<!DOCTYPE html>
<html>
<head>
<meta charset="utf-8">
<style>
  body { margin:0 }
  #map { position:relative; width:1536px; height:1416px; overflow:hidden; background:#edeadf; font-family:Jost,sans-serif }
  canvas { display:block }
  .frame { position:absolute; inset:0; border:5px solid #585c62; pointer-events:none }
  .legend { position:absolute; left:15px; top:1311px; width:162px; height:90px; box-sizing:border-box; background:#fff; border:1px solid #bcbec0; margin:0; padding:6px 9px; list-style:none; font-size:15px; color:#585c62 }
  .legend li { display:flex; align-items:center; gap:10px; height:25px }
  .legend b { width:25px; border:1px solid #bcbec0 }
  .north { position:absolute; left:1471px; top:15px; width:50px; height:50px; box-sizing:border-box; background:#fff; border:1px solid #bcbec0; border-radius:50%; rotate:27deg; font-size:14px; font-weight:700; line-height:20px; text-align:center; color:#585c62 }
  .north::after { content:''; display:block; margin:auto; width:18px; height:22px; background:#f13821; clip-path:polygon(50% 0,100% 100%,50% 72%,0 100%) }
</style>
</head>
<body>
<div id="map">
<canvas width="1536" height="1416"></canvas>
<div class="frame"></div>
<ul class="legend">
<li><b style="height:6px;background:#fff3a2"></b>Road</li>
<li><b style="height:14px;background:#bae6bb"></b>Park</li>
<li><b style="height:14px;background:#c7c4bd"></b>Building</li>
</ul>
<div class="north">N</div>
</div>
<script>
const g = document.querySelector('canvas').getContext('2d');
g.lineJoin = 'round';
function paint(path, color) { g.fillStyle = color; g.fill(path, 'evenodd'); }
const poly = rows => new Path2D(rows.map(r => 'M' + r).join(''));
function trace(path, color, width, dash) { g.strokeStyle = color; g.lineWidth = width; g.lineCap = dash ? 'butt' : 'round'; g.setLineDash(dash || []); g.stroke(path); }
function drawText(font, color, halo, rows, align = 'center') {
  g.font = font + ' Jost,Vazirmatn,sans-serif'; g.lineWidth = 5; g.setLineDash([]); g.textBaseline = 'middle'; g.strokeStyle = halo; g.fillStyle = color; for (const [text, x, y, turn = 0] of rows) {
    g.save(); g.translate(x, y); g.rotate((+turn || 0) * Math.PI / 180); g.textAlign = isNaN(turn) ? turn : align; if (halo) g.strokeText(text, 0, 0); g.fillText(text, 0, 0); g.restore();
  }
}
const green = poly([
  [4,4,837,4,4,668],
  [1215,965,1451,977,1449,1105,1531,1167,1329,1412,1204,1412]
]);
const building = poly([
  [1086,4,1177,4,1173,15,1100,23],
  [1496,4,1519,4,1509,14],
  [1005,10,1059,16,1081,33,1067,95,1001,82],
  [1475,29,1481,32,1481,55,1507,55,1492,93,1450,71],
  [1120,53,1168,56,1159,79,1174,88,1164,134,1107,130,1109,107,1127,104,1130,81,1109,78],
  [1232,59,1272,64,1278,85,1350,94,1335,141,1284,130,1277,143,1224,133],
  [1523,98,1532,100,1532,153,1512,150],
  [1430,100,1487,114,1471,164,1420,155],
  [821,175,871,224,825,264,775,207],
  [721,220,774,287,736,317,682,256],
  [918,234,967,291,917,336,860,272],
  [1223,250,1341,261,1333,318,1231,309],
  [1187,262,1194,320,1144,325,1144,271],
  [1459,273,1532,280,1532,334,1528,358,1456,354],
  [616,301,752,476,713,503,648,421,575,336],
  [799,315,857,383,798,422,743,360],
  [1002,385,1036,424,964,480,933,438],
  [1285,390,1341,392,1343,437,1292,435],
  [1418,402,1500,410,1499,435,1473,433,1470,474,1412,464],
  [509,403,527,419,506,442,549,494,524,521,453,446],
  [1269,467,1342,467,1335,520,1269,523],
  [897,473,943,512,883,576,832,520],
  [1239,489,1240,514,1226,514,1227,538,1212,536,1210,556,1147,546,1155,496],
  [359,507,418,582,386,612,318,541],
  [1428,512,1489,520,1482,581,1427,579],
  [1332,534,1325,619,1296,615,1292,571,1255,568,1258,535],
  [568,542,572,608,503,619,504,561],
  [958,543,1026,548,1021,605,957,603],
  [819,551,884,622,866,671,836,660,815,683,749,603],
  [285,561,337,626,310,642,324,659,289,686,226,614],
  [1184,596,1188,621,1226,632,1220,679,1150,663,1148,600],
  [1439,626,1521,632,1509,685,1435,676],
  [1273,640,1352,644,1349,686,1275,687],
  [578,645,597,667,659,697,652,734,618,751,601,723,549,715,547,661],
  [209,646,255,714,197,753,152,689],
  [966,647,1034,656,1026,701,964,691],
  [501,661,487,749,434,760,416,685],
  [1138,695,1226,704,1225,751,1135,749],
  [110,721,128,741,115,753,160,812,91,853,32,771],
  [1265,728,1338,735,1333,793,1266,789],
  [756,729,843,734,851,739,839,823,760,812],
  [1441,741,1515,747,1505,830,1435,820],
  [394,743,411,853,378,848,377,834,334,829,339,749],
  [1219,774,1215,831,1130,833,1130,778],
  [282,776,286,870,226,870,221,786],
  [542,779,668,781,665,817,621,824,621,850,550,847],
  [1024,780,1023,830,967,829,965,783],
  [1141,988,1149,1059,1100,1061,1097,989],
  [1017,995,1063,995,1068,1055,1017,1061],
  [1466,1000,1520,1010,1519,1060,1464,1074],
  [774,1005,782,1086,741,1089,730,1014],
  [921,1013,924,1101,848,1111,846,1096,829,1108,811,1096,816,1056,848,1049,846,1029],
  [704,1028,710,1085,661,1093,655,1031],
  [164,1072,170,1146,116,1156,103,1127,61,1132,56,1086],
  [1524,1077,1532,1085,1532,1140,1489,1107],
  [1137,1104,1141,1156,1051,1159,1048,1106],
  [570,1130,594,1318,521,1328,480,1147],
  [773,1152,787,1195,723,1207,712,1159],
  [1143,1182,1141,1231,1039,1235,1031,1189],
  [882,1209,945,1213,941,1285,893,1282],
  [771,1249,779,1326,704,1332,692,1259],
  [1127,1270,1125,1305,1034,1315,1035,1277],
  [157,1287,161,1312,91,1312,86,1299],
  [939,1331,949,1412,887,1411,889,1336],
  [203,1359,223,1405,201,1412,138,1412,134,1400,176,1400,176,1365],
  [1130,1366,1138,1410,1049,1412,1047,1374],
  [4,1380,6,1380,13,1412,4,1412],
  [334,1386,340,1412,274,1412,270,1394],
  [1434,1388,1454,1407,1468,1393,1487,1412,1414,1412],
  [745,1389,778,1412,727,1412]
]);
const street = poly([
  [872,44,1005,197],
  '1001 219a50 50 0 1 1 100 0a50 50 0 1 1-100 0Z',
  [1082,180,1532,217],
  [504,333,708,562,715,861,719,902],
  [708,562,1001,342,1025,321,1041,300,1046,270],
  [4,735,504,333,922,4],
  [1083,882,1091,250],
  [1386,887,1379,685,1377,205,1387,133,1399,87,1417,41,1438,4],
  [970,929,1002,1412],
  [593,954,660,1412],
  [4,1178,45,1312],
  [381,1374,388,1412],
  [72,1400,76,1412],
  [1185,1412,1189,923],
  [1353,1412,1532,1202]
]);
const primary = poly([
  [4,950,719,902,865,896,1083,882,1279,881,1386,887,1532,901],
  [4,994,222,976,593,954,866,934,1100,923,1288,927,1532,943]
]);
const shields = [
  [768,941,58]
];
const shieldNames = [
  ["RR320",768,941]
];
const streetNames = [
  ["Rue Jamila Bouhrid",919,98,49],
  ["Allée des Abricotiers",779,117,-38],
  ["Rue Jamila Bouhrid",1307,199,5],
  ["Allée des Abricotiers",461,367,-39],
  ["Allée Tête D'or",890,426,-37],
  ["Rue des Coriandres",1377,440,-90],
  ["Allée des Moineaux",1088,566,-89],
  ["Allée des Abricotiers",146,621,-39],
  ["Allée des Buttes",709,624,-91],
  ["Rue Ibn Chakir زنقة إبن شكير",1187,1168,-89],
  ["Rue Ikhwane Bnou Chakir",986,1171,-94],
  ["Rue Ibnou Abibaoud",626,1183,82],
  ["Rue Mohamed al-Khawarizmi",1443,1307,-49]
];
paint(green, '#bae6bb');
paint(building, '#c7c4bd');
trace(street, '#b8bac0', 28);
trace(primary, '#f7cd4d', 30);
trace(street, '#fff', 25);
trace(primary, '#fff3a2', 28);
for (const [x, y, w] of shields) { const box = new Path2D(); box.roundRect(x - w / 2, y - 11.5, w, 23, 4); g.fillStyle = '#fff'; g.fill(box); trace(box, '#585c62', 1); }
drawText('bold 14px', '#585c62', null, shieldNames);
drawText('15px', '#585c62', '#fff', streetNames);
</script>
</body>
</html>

——————

# Exercise brief
Each line of the entries above that has the word "canvas" is to be copied.

# Written response
  canvas { display:block }
<canvas width="1536" height="1416"></canvas>
const g = document.querySelector('canvas').getContext('2d');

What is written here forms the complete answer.